Thursday, 5 July 2012

My music men #1

I have enjoyed the silence of these weeks , alone in Caunes. However, today I felt like some noise. So, I cranked up the CD player and played some Gigli while I made the most of a cool morning and did some “housework”.

Beniamino Gigli was my father’s favourite. Dad introduced me to opera through Gigli’s powerful but so sweet and gentle tenor voice. As always, when I listen to Gigli, thoughts of Dad come rushing back. We used to sit in the dark in the front room ( the best, not often used room ) while mum got dinner ready. Little brother would be in bed, and Dad played his much loved 78 rpm records to me, pointing out the differences in Gigli’s sweet tones from Caruso’s more traditional great tenor powerfulness. Sitting there in the darkness, with Dad, sharing his music was so special, and it was all mine, not shared with mum, or little brother.







http://youtu.be/K9y89fwFxT8

(Clicking on the above link should give you a few minutes of Gigli's beautiful voice)
Me and dad, 2004, in Provence




















So, today, in my French salon, with the sunlight filtering through the doors that lead onto my beloved terrace, I am pottering around, rearranging plants, dusting things, and generally tidying up.

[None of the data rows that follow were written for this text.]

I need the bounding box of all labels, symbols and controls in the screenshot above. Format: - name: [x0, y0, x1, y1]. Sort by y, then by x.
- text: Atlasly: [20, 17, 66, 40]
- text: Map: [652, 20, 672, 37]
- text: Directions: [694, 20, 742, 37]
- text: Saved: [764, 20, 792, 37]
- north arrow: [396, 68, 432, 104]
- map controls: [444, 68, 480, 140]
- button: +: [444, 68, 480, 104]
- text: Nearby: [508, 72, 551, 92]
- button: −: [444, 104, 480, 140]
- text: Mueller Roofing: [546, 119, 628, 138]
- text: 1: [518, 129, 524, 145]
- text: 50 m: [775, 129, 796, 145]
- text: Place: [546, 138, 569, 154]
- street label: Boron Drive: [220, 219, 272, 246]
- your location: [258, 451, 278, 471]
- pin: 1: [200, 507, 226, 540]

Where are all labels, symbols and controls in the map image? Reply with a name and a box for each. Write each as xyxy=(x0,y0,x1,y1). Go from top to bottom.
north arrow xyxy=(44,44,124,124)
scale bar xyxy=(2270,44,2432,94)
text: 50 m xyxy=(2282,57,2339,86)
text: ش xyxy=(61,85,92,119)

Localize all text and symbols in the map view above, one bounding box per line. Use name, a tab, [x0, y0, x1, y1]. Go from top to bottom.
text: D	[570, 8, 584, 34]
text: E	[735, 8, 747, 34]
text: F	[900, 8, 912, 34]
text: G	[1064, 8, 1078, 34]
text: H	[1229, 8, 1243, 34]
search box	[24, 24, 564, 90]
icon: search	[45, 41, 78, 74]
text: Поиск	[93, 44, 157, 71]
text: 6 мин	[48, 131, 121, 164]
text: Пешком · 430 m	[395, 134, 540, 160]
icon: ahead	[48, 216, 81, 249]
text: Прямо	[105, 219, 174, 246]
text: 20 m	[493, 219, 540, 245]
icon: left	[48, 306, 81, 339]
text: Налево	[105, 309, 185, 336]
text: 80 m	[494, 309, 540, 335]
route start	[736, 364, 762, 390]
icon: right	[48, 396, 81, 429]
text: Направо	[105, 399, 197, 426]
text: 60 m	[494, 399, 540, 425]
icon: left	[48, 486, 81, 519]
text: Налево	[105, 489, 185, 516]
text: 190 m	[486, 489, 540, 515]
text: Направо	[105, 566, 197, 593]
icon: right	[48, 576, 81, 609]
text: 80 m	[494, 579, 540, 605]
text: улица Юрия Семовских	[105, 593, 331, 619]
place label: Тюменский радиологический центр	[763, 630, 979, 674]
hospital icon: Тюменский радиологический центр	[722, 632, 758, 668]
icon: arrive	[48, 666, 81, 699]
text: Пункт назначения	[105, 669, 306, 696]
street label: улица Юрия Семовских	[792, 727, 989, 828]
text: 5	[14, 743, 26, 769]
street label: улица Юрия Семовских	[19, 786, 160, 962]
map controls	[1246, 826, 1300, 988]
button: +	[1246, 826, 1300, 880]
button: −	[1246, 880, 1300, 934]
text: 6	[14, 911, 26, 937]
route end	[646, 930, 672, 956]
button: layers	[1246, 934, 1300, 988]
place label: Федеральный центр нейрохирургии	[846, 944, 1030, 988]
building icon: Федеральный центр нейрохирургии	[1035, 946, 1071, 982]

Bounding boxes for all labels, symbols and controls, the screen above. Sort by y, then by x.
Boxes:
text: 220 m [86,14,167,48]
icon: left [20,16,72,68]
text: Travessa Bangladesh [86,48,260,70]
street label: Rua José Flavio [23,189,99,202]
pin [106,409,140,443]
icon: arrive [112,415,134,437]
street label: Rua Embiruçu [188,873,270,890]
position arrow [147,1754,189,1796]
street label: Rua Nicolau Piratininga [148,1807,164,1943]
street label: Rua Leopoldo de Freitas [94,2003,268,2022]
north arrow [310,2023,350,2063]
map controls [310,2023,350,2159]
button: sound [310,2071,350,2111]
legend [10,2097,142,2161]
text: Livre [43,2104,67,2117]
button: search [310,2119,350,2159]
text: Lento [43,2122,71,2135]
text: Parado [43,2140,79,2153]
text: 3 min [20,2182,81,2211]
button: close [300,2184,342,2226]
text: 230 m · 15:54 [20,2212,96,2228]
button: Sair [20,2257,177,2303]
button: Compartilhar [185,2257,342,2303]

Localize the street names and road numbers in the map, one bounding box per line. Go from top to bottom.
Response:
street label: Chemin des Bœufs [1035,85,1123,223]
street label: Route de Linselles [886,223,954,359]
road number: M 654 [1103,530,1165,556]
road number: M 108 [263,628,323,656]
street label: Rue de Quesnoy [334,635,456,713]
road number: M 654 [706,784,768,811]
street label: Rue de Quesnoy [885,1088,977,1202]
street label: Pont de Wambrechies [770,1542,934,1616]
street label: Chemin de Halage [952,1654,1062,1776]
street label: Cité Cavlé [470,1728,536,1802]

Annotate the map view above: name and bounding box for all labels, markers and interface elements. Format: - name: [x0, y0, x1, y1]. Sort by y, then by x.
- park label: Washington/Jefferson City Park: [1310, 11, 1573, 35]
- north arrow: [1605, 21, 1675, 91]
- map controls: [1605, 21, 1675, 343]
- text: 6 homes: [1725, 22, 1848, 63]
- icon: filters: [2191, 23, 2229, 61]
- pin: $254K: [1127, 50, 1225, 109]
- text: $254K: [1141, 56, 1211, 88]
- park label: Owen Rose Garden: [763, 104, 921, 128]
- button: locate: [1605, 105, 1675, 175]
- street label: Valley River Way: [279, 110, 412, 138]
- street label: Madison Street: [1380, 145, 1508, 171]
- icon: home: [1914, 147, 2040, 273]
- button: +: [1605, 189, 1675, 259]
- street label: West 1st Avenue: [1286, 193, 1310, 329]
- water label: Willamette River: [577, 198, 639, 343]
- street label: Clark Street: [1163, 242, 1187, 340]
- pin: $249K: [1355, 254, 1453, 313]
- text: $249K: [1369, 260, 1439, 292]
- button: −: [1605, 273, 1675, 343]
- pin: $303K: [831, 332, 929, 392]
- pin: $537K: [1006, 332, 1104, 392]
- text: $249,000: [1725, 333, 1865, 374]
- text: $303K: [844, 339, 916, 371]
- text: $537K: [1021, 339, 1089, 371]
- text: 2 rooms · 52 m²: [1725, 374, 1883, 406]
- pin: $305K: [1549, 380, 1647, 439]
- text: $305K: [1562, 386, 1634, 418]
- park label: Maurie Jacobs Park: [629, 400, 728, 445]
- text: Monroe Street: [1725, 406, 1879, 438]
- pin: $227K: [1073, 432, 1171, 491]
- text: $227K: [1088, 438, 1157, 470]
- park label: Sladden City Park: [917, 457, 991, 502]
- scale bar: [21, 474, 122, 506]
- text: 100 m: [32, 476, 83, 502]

I am sort of smiling as I listen to Gigli’s beautiful voice, but as always it is a sad smile, just hating the fact that Dad isn’t here enjoying the pool, the food, the weather, his children and grandchildren and “step” great -grandchildren, playing golf with Mark and, today, again sharing Gigli with me.

23 comments:

  1. So many times I catch myself thinking how much my father would have enjoyed this new adventure....and his likely reactions to the ups and the downs!
    Music brings him back to me too.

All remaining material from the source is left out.